This causes one extra getchar()/putchar() cycle to be executed after EOF
before the program stops, which in turn results in passing putchar() something
that probably doesn't look like EOF any more, not that putchar() has to
cope with being handed EOF in any case.  Pascal programmers beware.  :-)

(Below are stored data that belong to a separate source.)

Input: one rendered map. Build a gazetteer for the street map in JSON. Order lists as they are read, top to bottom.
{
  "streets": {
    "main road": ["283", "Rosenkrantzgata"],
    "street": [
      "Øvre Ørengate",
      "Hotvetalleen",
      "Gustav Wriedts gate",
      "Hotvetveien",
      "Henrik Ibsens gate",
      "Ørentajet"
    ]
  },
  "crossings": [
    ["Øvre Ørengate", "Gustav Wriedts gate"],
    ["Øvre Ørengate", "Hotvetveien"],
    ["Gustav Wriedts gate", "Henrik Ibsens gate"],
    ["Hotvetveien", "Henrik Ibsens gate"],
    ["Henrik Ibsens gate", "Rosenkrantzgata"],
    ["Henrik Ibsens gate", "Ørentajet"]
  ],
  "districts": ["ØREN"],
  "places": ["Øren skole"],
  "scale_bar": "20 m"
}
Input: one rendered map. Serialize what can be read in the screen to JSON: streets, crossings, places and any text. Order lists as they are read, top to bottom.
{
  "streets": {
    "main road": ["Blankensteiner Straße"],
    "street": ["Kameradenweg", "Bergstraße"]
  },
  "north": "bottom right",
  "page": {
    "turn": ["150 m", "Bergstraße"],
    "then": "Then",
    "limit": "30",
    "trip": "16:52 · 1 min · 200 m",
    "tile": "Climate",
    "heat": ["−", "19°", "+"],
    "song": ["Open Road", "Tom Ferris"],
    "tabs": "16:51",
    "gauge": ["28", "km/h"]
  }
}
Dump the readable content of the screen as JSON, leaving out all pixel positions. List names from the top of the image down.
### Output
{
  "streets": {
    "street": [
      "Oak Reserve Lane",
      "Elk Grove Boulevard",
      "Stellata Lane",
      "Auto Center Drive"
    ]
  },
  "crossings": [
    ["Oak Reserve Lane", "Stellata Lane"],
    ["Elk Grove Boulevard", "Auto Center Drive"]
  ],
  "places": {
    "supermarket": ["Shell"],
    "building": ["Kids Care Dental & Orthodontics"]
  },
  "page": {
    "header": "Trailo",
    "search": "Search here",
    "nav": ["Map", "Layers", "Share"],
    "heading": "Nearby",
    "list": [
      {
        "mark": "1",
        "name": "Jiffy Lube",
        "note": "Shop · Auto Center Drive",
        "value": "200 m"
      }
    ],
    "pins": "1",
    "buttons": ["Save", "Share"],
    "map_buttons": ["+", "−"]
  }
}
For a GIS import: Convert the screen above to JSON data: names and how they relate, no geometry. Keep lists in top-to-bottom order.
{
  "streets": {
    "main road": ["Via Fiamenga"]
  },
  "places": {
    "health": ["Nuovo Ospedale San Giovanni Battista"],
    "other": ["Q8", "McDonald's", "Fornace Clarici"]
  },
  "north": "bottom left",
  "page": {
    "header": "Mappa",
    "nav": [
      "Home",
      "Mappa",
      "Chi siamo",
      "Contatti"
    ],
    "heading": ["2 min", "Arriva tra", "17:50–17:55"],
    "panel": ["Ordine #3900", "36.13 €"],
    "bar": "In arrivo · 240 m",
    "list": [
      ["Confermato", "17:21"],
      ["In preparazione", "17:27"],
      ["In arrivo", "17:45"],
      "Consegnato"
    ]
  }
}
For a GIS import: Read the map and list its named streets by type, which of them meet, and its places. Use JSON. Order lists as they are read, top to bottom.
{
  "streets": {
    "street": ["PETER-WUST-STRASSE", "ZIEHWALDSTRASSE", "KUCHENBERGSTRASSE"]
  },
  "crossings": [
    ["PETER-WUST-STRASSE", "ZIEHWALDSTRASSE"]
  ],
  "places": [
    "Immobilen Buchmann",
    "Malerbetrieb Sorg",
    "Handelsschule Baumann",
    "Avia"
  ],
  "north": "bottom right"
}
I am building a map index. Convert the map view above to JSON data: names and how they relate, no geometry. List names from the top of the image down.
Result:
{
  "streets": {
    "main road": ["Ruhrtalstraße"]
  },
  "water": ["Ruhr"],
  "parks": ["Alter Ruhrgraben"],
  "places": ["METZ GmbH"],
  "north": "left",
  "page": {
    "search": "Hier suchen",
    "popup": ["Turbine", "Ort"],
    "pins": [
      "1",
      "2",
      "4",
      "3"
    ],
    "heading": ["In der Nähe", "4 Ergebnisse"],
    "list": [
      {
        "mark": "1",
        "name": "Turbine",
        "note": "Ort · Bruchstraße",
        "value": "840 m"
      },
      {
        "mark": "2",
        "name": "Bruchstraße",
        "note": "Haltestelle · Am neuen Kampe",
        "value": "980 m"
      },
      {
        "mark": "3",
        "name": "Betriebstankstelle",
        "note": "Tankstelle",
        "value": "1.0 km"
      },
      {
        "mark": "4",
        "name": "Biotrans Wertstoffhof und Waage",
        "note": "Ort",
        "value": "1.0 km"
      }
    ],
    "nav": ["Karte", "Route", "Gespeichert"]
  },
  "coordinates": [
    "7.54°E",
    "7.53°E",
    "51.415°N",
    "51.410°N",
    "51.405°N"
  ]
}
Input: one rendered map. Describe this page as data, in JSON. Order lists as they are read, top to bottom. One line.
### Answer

Running this program on HP-UX 3.1 and SunOS 4.0.1, I always get at least
one extra char at EOF, usually a space.

Alternative versions of the above could be:

    #include<stdio.h>
    main()
    {
      char c=getchar();

      while (!feof(stdin))
      {
	(void)putchar(c);
	c=getchar(c);
      }
      return 0;
    }

or, according to taste:

    #include<stdio.h>
    main()
    {
      for(;;)
      {
	char c=getchar();
	if (feof(stdin))
	  return 0;
	(void)putchar(c);
      }
    }

On the very odd occasion when I have used feof() in a loop condition, I have
always ensured that it was valid to check it, if necessary by throwing in

    ungetc(getc(stream),stream);  /* grungy hack */

ahead of it.  I haven't done this too often, though, since it is rare that
I need to test for end of file on a stream separate from reading the
stream itself, and rarer that I can't rearrange the logic to avoid it.
--
Frank Wales, Systems Manager,        [frank@zen.co.uk<->mcvax!zen.co.uk!frank]
Zengrange Ltd., Greenfield Rd., Leeds, ENGLAND, LS9 8DB. (+44) 532 489048 x217

condict@cs.vu.nl (Michael Condict) (10/25/89)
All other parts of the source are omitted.